(Task brief): Copy out all of the data word for word. Omit every picture.

(Records for processing):
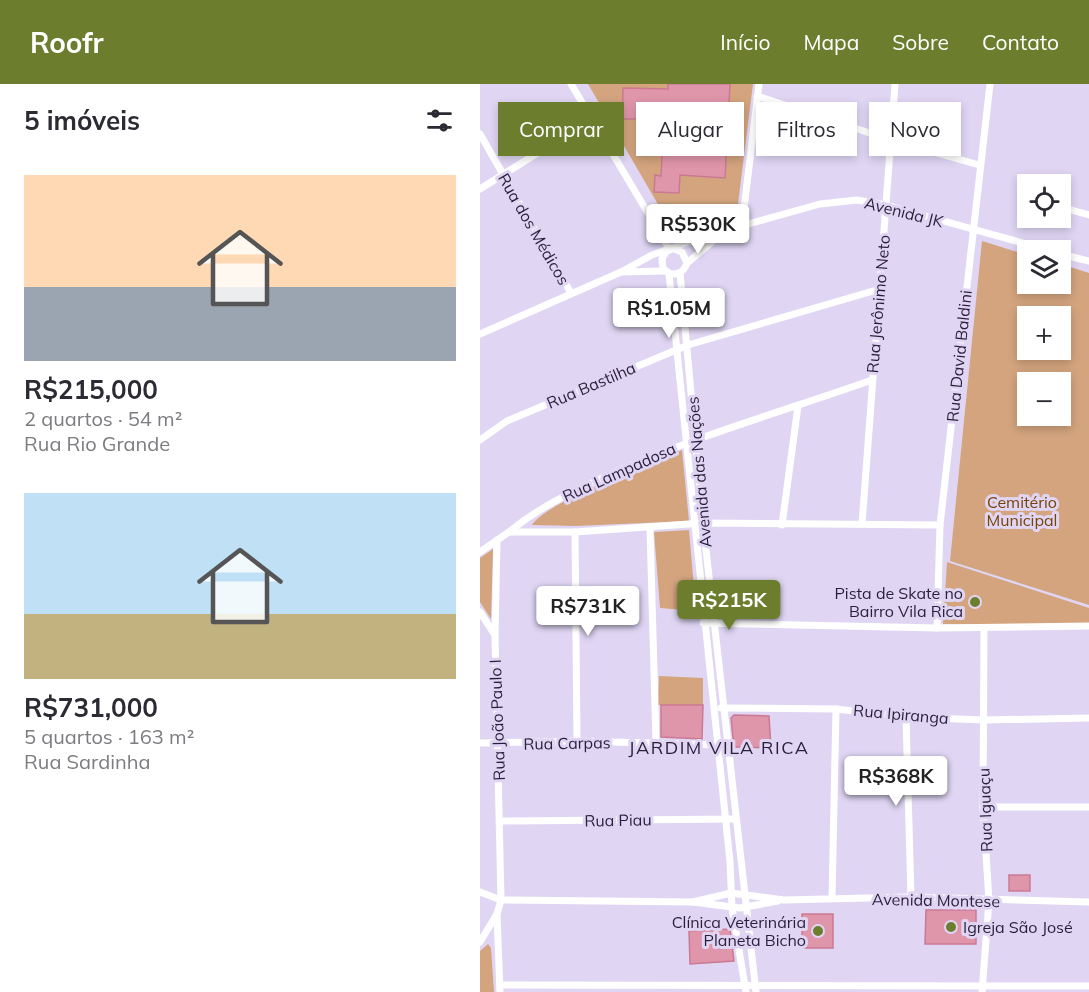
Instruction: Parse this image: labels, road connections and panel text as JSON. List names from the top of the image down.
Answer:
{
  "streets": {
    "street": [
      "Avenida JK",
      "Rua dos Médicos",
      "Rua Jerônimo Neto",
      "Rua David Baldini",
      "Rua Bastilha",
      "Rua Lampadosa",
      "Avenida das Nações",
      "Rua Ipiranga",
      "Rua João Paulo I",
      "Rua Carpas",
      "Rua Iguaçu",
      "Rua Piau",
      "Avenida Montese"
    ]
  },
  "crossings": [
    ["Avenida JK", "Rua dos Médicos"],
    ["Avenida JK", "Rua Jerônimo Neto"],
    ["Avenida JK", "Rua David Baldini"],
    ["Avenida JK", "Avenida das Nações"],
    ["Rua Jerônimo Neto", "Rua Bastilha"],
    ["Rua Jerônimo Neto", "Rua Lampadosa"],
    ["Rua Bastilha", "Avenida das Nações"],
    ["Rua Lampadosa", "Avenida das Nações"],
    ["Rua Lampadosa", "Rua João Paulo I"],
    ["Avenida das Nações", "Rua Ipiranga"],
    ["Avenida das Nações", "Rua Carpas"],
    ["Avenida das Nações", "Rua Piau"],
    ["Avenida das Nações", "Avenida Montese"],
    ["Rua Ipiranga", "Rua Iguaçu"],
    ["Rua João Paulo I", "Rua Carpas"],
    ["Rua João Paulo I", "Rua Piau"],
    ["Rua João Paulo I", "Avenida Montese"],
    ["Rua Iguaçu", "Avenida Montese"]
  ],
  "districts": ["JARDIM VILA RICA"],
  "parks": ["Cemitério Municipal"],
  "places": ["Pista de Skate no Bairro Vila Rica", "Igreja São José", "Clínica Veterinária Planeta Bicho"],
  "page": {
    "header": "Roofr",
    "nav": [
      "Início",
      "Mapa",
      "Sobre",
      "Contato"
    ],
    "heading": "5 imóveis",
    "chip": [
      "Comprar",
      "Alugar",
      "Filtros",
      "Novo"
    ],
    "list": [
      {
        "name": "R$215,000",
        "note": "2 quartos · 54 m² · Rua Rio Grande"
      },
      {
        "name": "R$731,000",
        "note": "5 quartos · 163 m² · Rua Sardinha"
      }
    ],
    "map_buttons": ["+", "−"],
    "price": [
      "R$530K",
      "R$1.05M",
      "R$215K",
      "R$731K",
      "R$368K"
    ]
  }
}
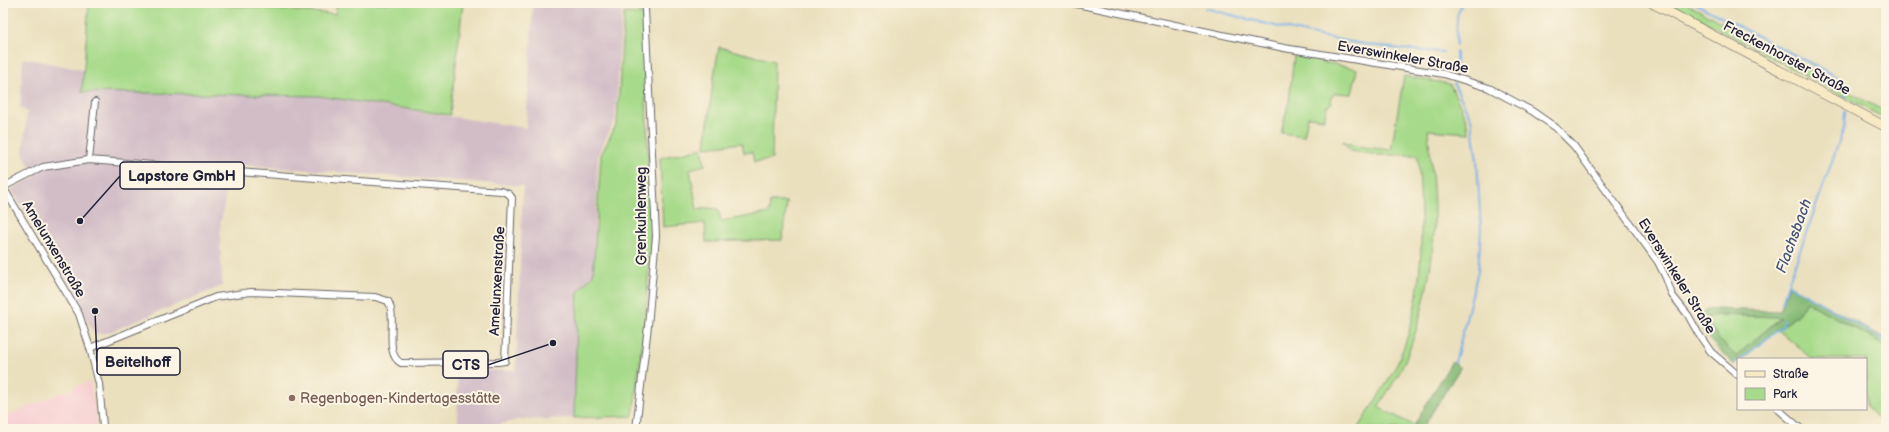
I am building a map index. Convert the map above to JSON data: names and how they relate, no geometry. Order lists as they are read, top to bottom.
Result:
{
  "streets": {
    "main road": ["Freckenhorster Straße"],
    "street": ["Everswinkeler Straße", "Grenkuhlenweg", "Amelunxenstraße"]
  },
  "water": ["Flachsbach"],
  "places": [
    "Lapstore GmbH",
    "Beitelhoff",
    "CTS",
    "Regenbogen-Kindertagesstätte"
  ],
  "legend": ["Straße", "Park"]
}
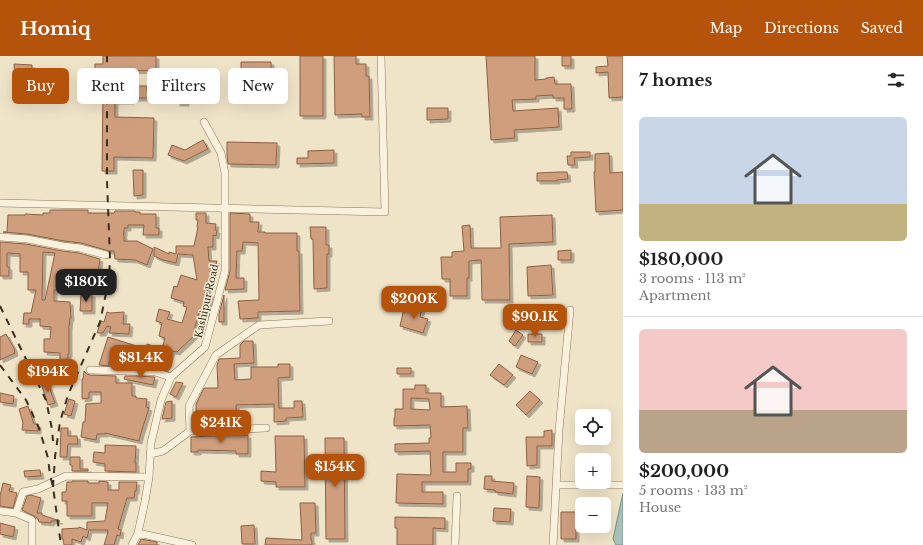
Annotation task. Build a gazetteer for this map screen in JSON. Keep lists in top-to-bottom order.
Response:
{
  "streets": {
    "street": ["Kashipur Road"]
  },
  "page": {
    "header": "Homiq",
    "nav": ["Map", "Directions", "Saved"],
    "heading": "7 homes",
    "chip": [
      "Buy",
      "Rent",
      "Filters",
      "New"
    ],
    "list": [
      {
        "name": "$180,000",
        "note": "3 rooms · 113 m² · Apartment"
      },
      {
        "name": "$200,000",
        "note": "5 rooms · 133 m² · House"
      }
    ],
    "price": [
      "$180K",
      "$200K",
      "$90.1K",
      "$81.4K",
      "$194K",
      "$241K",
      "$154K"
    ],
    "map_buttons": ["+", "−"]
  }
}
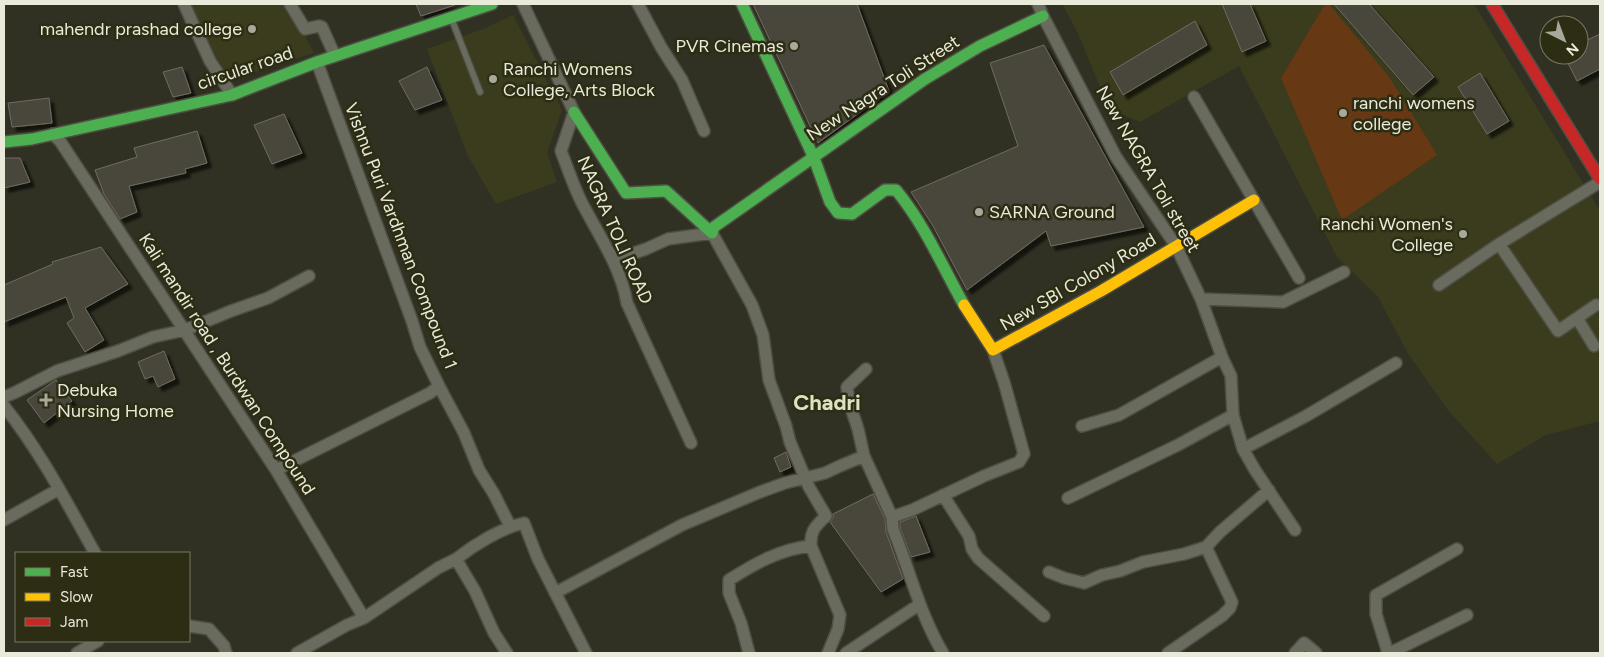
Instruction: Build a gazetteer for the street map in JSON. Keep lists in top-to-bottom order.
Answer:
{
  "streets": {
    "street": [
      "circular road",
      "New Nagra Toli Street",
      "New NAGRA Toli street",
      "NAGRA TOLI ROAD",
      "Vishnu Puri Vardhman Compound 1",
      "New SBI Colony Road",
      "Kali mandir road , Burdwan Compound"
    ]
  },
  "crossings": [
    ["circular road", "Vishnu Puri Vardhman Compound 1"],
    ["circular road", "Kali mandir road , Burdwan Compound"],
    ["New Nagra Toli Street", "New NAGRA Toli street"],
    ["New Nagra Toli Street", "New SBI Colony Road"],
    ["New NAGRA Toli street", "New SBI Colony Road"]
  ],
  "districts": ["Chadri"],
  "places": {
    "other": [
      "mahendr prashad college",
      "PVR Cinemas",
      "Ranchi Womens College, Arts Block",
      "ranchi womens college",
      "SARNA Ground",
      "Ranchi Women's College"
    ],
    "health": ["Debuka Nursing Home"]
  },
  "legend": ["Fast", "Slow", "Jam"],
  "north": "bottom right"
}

(Result):
Instruction: Parse this image: labels, road connections and panel text as JSON. List names from the top of the image down.
Answer:
{
  "streets": {
    "street": [
      "Avenida JK",
      "Rua dos Médicos",
      "Rua Jerônimo Neto",
      "Rua David Baldini",
      "Rua Bastilha",
      "Rua Lampadosa",
      "Avenida das Nações",
      "Rua Ipiranga",
      "Rua João Paulo I",
      "Rua Carpas",
      "Rua Iguaçu",
      "Rua Piau",
      "Avenida Montese"
    ]
  },
  "crossings": [
    ["Avenida JK", "Rua dos Médicos"],
    ["Avenida JK", "Rua Jerônimo Neto"],
    ["Avenida JK", "Rua David Baldini"],
    ["Avenida JK", "Avenida das Nações"],
    ["Rua Jerônimo Neto", "Rua Bastilha"],
    ["Rua Jerônimo Neto", "Rua Lampadosa"],
    ["Rua Bastilha", "Avenida das Nações"],
    ["Rua Lampadosa", "Avenida das Nações"],
    ["Rua Lampadosa", "Rua João Paulo I"],
    ["Avenida das Nações", "Rua Ipiranga"],
    ["Avenida das Nações", "Rua Carpas"],
    ["Avenida das Nações", "Rua Piau"],
    ["Avenida das Nações", "Avenida Montese"],
    ["Rua Ipiranga", "Rua Iguaçu"],
    ["Rua João Paulo I", "Rua Carpas"],
    ["Rua João Paulo I", "Rua Piau"],
    ["Rua João Paulo I", "Avenida Montese"],
    ["Rua Iguaçu", "Avenida Montese"]
  ],
  "districts": ["JARDIM VILA RICA"],
  "parks": ["Cemitério Municipal"],
  "places": ["Pista de Skate no Bairro Vila Rica", "Igreja São José", "Clínica Veterinária Planeta Bicho"],
  "page": {
    "header": "Roofr",
    "nav": [
      "Início",
      "Mapa",
      "Sobre",
      "Contato"
    ],
    "heading": "5 imóveis",
    "chip": [
      "Comprar",
      "Alugar",
      "Filtros",
      "Novo"
    ],
    "list": [
      {
        "name": "R$215,000",
        "note": "2 quartos · 54 m² · Rua Rio Grande"
      },
      {
        "name": "R$731,000",
        "note": "5 quartos · 163 m² · Rua Sardinha"
      }
    ],
    "map_buttons": ["+", "−"],
    "price": [
      "R$530K",
      "R$1.05M",
      "R$215K",
      "R$731K",
      "R$368K"
    ]
  }
}
I am building a map index. Convert the map above to JSON data: names and how they relate, no geometry. Order lists as they are read, top to bottom.
Result:
{
  "streets": {
    "main road": ["Freckenhorster Straße"],
    "street": ["Everswinkeler Straße", "Grenkuhlenweg", "Amelunxenstraße"]
  },
  "water": ["Flachsbach"],
  "places": [
    "Lapstore GmbH",
    "Beitelhoff",
    "CTS",
    "Regenbogen-Kindertagesstätte"
  ],
  "legend": ["Straße", "Park"]
}
Annotation task. Build a gazetteer for this map screen in JSON. Keep lists in top-to-bottom order.
Response:
{
  "streets": {
    "street": ["Kashipur Road"]
  },
  "page": {
    "header": "Homiq",
    "nav": ["Map", "Directions", "Saved"],
    "heading": "7 homes",
    "chip": [
      "Buy",
      "Rent",
      "Filters",
      "New"
    ],
    "list": [
      {
        "name": "$180,000",
        "note": "3 rooms · 113 m² · Apartment"
      },
      {
        "name": "$200,000",
        "note": "5 rooms · 133 m² · House"
      }
    ],
    "price": [
      "$180K",
      "$200K",
      "$90.1K",
      "$81.4K",
      "$194K",
      "$241K",
      "$154K"
    ],
    "map_buttons": ["+", "−"]
  }
}
Instruction: Build a gazetteer for the street map in JSON. Keep lists in top-to-bottom order.
Answer:
{
  "streets": {
    "street": [
      "circular road",
      "New Nagra Toli Street",
      "New NAGRA Toli street",
      "NAGRA TOLI ROAD",
      "Vishnu Puri Vardhman Compound 1",
      "New SBI Colony Road",
      "Kali mandir road , Burdwan Compound"
    ]
  },
  "crossings": [
    ["circular road", "Vishnu Puri Vardhman Compound 1"],
    ["circular road", "Kali mandir road , Burdwan Compound"],
    ["New Nagra Toli Street", "New NAGRA Toli street"],
    ["New Nagra Toli Street", "New SBI Colony Road"],
    ["New NAGRA Toli street", "New SBI Colony Road"]
  ],
  "districts": ["Chadri"],
  "places": {
    "other": [
      "mahendr prashad college",
      "PVR Cinemas",
      "Ranchi Womens College, Arts Block",
      "ranchi womens college",
      "SARNA Ground",
      "Ranchi Women's College"
    ],
    "health": ["Debuka Nursing Home"]
  },
  "legend": ["Fast", "Slow", "Jam"],
  "north": "bottom right"
}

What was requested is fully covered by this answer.